Il pronunciamento dell’organismo di Lussemburgo si riferisce solo alla zona di transito, dove viene riconosciuta misura di detenzione. Si precisa che per “detenzione” si intende “una misura coercitiva che presuppone la privazione, e non una mera restrizione, della libertà di movimento della persona interessata e isola quella persona dal resto della popolazione, richiedendole di rimanere sempre all’interno di un’area limitata e chiusa”.
C’è, dunque, “una privazione della libertà”, tra l’altro perché le persone interessate non possono lasciare legalmente quella zona di loro spontanea volontà in nessuna direzione. Lasciare la zona di transito per tornare in Serbia sarebbe considerato illegale dalle autorità serbe col rischio di sanzioni, e allo stesso tempo potrebbe comportare la perdita di qualsiasi possibilità di ottenere lo status di rifugiato in Ungheria.
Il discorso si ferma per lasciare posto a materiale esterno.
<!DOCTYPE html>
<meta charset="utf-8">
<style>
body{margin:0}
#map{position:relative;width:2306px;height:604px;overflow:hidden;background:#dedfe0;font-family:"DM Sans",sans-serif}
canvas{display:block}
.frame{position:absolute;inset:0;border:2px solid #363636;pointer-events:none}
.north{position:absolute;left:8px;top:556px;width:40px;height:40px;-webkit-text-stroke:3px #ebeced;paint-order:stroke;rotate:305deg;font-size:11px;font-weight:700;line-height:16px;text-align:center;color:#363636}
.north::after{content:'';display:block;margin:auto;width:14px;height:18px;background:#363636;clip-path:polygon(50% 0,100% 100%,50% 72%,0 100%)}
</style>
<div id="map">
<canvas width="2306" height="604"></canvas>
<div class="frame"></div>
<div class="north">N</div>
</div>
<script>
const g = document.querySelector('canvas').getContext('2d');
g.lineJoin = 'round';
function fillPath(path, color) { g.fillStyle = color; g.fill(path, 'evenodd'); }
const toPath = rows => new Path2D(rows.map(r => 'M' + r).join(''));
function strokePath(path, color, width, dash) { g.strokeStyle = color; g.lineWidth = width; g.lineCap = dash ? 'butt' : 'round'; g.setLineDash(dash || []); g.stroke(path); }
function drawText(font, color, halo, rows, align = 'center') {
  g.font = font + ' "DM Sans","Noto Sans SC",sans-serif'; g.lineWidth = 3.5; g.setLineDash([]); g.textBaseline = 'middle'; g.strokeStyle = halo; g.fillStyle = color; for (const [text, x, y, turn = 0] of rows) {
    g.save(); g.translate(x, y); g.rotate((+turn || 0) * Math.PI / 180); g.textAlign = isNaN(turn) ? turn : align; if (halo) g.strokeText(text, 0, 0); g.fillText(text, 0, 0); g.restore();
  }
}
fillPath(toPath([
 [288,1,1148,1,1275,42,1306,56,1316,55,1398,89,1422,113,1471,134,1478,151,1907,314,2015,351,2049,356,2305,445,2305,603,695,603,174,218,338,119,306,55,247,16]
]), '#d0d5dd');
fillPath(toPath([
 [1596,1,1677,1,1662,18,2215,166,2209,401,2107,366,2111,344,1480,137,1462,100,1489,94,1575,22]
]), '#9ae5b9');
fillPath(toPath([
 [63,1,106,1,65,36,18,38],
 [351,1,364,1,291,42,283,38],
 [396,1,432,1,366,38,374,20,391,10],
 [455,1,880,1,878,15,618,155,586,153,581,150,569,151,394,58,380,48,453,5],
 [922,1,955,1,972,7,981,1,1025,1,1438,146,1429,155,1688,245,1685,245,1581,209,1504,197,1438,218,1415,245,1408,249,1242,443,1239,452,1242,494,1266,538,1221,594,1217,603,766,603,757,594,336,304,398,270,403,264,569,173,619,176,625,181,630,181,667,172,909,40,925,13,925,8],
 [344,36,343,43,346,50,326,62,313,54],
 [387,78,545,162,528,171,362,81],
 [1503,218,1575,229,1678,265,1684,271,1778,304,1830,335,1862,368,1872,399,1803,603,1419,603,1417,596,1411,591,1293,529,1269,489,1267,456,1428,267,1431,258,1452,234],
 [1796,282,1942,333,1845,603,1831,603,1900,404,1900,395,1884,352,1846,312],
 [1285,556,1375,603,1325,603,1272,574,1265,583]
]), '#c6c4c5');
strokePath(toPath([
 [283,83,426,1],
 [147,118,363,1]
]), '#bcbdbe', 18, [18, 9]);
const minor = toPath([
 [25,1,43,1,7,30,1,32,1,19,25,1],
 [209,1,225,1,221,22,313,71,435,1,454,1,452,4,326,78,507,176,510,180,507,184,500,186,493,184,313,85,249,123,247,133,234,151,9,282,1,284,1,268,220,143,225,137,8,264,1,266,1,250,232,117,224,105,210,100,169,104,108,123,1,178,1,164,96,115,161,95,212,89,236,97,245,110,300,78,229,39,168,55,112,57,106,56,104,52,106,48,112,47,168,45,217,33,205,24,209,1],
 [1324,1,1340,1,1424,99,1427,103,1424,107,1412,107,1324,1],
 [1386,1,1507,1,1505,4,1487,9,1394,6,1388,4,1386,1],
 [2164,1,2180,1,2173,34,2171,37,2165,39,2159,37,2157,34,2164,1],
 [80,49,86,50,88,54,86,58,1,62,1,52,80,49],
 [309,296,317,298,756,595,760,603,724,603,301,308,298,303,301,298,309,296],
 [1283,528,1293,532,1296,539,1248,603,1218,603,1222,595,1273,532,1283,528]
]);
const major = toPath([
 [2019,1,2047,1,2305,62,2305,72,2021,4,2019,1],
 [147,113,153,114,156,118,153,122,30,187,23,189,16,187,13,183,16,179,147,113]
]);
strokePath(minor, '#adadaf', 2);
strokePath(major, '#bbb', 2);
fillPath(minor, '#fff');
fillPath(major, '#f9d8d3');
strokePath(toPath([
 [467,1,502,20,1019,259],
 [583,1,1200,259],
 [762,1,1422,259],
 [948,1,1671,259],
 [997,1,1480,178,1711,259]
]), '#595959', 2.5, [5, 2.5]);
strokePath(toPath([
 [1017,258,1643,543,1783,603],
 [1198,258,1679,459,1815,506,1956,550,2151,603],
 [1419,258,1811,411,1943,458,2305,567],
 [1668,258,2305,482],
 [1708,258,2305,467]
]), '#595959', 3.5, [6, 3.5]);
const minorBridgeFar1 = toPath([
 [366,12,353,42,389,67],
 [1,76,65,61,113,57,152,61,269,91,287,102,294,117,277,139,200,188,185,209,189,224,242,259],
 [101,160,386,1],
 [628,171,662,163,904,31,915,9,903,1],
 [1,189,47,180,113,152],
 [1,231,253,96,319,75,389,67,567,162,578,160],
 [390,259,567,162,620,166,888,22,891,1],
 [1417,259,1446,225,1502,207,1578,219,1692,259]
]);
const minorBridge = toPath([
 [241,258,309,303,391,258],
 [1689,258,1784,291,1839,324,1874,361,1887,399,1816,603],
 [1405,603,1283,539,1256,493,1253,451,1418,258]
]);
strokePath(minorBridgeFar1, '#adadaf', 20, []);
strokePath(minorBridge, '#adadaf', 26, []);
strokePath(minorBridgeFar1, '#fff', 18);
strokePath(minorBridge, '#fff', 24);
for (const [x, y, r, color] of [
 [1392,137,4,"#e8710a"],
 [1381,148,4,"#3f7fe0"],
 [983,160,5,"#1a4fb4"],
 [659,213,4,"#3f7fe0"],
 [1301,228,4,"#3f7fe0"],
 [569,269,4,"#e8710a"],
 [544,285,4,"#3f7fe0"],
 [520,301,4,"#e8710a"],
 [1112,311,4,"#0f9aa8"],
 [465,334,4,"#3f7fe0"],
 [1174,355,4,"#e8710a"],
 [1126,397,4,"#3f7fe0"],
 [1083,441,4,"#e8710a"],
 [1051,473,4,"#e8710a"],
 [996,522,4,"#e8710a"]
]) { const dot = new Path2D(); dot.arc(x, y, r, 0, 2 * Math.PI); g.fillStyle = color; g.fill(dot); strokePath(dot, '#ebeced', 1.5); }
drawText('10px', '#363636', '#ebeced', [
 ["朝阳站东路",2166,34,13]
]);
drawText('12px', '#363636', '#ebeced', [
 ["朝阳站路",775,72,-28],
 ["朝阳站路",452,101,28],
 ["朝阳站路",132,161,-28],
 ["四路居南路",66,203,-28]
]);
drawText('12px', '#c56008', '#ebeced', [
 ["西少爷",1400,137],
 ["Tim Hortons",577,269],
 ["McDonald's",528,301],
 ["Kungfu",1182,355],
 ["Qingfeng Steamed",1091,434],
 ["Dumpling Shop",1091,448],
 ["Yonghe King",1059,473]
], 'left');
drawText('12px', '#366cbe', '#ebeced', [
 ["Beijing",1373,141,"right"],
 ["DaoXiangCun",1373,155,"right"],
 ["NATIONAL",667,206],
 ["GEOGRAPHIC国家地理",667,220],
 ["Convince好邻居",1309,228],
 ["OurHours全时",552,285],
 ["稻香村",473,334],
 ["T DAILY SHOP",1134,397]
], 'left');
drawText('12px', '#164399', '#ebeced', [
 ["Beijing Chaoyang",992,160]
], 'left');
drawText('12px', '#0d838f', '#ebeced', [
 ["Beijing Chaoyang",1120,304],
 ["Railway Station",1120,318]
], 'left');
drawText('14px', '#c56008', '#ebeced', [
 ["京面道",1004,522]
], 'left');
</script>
Nel frattempo i richiedenti asilo sono costretti a rimanere sospesi in questo limbo giuridico che è anche frutto delle politiche anti-immigrazione dei due Paesi.
Dunque, se anche le autorità ungheresi dovessero decidere di rilasciare i nazionali afghani, si porre comunque il problema cosa fare di loro, stabilito che le autorità nazionali hanno già detto che non intendono riconoscere protezione e i serbi non intendono riprendersi gli afghani. “Questa sentenza porta con sé altre questioni”, ammettono da Lussemburgo. La storia non finisce qui.